A bad strategy is formalism, characterized by four fundamental traits

  1. Empty rhetoric ==obfuscation== ==fluff== Strategy should not be a mere accumulation of grandiose terms.

    • e.g. a major bank “Our fundamental strategy is one of customer-centric intermediation.” = “Our bank’s fundamental strategy is being a bank.”
  2. Failure to confront challenges

    • If you fail to identify and analyze the obstacles, you don’t have a strategy.
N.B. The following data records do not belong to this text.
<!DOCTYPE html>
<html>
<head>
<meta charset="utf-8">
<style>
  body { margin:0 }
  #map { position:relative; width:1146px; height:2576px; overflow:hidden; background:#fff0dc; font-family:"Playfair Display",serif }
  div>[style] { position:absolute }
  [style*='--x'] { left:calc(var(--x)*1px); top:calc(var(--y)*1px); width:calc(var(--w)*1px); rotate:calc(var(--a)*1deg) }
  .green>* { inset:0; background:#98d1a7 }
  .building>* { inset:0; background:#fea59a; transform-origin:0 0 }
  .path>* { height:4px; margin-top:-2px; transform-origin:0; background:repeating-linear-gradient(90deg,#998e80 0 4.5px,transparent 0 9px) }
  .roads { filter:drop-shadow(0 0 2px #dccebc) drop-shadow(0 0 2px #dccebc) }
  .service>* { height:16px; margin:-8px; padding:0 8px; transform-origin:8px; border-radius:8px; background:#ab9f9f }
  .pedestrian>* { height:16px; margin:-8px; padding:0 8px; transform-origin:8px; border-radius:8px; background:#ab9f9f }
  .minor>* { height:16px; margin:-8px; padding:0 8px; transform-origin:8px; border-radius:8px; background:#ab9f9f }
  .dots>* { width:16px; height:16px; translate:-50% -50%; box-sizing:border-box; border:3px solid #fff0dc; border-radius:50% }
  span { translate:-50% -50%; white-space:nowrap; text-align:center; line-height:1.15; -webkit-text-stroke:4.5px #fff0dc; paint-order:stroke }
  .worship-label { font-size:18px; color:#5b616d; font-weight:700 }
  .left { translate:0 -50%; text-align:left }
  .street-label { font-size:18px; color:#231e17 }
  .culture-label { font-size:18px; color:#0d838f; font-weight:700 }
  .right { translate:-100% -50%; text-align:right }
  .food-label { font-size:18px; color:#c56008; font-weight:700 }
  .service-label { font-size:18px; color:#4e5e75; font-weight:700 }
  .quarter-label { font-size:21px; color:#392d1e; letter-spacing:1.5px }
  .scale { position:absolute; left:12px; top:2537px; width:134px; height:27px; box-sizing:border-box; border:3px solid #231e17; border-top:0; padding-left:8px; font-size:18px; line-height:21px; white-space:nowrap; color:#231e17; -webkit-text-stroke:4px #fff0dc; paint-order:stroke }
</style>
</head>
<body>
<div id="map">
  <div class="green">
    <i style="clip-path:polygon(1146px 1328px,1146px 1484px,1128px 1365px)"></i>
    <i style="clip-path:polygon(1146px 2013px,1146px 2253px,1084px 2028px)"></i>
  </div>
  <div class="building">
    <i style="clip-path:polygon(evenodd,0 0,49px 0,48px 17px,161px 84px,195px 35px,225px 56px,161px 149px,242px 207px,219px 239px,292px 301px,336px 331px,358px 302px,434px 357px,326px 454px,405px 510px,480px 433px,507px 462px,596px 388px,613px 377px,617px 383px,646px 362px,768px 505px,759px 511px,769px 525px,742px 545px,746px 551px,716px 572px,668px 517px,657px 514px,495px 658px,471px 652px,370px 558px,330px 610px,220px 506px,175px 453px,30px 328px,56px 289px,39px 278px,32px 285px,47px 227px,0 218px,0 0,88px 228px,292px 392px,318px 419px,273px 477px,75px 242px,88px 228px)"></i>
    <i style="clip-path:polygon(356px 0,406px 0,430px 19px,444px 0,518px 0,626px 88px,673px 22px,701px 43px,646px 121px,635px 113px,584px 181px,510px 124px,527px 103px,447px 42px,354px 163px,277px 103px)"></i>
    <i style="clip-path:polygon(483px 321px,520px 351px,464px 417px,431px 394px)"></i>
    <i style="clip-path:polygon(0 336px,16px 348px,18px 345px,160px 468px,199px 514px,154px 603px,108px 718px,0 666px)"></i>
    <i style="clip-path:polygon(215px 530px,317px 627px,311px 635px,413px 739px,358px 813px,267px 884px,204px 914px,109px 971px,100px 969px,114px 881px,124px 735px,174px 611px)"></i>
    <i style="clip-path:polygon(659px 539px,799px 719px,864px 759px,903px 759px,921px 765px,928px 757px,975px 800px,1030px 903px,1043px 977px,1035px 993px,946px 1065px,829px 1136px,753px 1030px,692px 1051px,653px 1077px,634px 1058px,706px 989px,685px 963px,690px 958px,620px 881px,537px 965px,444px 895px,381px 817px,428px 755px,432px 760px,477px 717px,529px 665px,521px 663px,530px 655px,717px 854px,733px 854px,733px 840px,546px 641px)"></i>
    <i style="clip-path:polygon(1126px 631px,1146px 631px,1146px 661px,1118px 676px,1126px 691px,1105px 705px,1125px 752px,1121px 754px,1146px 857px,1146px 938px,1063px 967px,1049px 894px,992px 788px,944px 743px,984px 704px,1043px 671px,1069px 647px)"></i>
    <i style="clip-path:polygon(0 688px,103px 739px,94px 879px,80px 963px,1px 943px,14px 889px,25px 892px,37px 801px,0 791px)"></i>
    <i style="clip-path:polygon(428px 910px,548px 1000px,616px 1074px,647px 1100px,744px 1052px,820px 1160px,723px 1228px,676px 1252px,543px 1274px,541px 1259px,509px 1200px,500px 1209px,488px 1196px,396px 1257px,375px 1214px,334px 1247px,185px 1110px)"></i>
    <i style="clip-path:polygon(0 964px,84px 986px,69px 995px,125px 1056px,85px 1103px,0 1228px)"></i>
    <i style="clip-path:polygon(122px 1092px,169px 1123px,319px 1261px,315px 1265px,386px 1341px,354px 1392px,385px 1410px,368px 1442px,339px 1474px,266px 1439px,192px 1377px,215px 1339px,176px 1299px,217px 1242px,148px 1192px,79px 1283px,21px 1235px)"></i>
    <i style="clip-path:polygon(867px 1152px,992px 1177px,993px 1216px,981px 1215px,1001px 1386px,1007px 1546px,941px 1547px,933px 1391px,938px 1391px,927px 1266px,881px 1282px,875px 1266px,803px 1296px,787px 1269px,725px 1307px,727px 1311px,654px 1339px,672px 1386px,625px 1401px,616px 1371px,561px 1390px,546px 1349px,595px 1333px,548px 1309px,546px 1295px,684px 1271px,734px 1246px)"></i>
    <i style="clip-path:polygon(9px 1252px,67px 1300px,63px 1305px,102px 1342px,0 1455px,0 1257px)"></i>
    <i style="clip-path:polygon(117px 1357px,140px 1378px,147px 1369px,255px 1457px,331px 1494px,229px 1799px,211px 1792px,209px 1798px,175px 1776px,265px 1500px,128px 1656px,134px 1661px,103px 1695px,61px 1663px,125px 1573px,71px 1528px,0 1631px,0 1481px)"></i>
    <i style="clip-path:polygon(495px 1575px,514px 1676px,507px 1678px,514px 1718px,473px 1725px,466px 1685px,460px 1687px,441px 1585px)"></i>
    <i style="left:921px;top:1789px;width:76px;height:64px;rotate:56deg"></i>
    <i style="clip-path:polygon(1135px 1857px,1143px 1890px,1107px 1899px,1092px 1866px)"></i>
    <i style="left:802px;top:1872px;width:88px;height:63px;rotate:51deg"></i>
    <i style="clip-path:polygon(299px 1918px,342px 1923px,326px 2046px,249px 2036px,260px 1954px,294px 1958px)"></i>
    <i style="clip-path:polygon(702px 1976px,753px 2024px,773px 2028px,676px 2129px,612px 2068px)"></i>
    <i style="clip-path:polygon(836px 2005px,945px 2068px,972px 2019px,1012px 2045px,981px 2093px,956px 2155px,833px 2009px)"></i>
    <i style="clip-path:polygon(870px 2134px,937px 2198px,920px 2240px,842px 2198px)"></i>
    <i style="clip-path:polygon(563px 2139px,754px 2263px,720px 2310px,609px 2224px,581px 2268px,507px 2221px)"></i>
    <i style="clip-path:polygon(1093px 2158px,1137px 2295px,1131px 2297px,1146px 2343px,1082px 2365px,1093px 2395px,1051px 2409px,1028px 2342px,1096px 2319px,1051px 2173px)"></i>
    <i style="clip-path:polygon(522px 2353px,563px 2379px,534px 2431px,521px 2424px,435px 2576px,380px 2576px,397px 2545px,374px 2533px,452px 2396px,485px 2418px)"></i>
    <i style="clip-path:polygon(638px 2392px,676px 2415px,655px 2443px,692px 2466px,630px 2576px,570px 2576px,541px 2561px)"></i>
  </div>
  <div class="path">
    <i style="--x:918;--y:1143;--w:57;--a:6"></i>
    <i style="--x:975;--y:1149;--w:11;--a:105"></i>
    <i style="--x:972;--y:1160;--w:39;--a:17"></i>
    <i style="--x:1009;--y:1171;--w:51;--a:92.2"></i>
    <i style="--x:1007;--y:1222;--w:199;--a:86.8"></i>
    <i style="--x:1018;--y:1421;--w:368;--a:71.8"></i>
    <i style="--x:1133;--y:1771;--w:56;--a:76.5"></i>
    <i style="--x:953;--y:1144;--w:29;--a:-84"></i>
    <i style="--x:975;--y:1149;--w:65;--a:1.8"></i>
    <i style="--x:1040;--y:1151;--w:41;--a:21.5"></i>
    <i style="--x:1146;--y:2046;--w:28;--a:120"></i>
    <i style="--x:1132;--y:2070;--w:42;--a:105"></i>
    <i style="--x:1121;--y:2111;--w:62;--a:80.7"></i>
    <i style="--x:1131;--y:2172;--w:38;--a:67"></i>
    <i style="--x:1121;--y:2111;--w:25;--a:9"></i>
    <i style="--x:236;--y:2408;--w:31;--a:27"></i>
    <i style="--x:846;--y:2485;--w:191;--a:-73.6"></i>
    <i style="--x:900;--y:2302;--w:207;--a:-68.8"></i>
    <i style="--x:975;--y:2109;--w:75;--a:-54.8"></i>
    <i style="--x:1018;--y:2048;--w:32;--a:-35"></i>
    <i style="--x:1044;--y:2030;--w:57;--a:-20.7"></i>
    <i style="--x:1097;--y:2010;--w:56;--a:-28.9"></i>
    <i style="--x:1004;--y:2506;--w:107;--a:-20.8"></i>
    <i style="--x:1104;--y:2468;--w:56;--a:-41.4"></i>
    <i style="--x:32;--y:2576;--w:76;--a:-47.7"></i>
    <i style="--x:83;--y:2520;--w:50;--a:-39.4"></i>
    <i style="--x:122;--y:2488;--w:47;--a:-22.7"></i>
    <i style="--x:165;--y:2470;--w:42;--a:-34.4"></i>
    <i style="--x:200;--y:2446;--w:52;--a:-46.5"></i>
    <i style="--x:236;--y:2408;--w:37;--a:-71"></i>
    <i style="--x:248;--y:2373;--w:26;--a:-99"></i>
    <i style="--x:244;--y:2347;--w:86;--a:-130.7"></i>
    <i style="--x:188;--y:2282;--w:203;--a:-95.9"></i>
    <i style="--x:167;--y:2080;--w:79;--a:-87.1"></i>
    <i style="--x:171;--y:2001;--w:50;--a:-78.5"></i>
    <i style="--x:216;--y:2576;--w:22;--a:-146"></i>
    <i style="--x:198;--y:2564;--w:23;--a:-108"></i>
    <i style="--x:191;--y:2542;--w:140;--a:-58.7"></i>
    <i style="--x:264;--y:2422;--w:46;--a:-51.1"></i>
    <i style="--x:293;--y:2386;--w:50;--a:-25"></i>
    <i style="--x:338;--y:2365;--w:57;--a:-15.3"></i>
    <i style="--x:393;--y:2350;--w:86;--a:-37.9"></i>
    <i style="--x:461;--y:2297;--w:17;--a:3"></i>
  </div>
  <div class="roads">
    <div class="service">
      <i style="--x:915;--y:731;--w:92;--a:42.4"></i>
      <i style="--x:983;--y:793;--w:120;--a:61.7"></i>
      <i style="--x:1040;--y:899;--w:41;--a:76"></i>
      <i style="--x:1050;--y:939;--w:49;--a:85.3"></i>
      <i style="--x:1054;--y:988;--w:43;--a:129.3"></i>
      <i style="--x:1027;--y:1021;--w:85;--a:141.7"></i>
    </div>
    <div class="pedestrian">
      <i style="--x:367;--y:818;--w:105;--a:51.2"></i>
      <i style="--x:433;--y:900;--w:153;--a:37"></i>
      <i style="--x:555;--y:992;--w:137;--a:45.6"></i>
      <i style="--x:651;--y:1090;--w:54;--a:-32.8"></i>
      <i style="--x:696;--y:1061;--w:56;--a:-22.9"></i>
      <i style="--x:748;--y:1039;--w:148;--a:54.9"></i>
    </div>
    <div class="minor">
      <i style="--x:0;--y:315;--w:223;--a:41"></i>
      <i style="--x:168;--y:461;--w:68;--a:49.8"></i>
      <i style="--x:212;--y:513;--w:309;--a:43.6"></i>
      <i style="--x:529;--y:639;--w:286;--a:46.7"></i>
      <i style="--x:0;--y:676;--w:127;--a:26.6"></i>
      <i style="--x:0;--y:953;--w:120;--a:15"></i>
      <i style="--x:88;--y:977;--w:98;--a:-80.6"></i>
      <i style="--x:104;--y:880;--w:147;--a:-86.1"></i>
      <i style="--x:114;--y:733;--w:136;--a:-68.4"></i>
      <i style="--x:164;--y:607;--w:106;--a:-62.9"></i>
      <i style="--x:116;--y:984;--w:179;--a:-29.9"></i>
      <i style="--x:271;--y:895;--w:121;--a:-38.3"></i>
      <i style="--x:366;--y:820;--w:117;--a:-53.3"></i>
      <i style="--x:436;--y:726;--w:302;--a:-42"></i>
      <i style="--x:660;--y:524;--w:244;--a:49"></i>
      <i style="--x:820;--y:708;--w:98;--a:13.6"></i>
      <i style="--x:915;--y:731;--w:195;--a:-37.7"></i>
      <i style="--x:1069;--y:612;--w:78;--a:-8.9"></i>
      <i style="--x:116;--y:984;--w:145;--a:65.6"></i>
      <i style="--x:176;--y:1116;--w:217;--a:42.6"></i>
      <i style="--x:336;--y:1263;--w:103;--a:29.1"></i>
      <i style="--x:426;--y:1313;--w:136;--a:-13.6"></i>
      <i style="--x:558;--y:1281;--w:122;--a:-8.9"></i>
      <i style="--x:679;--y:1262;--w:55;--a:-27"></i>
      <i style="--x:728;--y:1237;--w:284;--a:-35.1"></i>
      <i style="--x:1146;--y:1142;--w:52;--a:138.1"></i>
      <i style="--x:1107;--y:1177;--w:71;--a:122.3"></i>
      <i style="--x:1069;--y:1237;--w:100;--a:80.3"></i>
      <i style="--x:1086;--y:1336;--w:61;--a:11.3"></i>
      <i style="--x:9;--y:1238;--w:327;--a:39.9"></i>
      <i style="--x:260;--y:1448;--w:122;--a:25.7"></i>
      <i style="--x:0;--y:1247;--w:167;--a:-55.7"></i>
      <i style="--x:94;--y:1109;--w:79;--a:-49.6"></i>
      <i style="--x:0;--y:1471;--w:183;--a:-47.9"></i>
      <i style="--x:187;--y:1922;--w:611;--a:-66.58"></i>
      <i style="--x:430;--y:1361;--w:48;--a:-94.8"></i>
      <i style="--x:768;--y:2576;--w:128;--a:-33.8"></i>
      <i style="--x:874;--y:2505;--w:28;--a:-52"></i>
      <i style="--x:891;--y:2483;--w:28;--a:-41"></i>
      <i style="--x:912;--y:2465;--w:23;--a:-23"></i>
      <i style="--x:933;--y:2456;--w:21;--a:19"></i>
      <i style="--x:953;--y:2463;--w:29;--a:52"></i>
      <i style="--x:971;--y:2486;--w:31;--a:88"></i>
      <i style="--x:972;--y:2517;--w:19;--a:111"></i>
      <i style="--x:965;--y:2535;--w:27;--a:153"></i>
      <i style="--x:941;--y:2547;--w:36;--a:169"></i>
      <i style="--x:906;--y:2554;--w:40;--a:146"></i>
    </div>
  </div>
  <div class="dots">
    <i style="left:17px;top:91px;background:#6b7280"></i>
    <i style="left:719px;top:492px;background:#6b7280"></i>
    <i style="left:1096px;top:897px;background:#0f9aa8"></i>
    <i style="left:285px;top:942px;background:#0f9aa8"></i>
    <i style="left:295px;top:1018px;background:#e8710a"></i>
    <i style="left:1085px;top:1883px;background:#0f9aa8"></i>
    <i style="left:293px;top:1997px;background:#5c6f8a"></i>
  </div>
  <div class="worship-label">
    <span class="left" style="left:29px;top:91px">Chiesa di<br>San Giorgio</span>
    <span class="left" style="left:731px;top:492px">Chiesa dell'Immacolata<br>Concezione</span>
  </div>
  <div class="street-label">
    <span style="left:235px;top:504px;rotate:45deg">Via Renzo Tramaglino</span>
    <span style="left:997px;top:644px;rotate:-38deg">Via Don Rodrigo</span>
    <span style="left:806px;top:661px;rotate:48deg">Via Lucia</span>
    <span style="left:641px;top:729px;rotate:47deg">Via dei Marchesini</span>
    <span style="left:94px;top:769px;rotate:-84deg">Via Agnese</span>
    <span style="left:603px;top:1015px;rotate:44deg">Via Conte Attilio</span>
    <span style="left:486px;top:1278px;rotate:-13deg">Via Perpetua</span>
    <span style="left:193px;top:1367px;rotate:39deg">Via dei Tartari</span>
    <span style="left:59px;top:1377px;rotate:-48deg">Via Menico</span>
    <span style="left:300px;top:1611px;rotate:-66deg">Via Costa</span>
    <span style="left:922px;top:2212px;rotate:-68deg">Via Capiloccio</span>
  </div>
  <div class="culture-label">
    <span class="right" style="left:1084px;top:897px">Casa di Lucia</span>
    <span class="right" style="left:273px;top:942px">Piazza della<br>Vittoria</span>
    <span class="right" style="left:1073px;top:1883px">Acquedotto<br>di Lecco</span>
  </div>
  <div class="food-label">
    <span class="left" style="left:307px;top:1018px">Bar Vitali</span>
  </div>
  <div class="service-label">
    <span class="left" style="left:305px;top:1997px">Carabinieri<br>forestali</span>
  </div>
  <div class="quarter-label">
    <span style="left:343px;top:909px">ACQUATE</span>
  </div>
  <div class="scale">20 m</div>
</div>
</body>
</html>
Instead, you have either a stretch goal, a budget, or a list of things you wish would happen.
    • This reminds me that the choice of root level metrics must be very careful, ==If you can't measure it, you can't improve it==
    • A positive example is DARPA.
  3. Mistaking goals for strategy

    • e.g. a 20/20 goal - We will grow revenue by at least 20% each year. We will maintain a profit margin of at least 20%.
    • Metrics are not strategy.
  4. Sub-goals that are irrelevant or unrealistic

    • Goal is the overall objective, Objective is the sub-goal.
    • Good strategy works by focusing energy and resources on one, or a very few, pivotal objectives whose accomplishment will lead to a cascade of favorable outcomes.
    • What kind of sub-goals are bad sub-goals?
      1. Dog’s Dinner Objectives - putting everything together without distinction.
      2. Blue-Sky Objectives - unrealistic aspirations.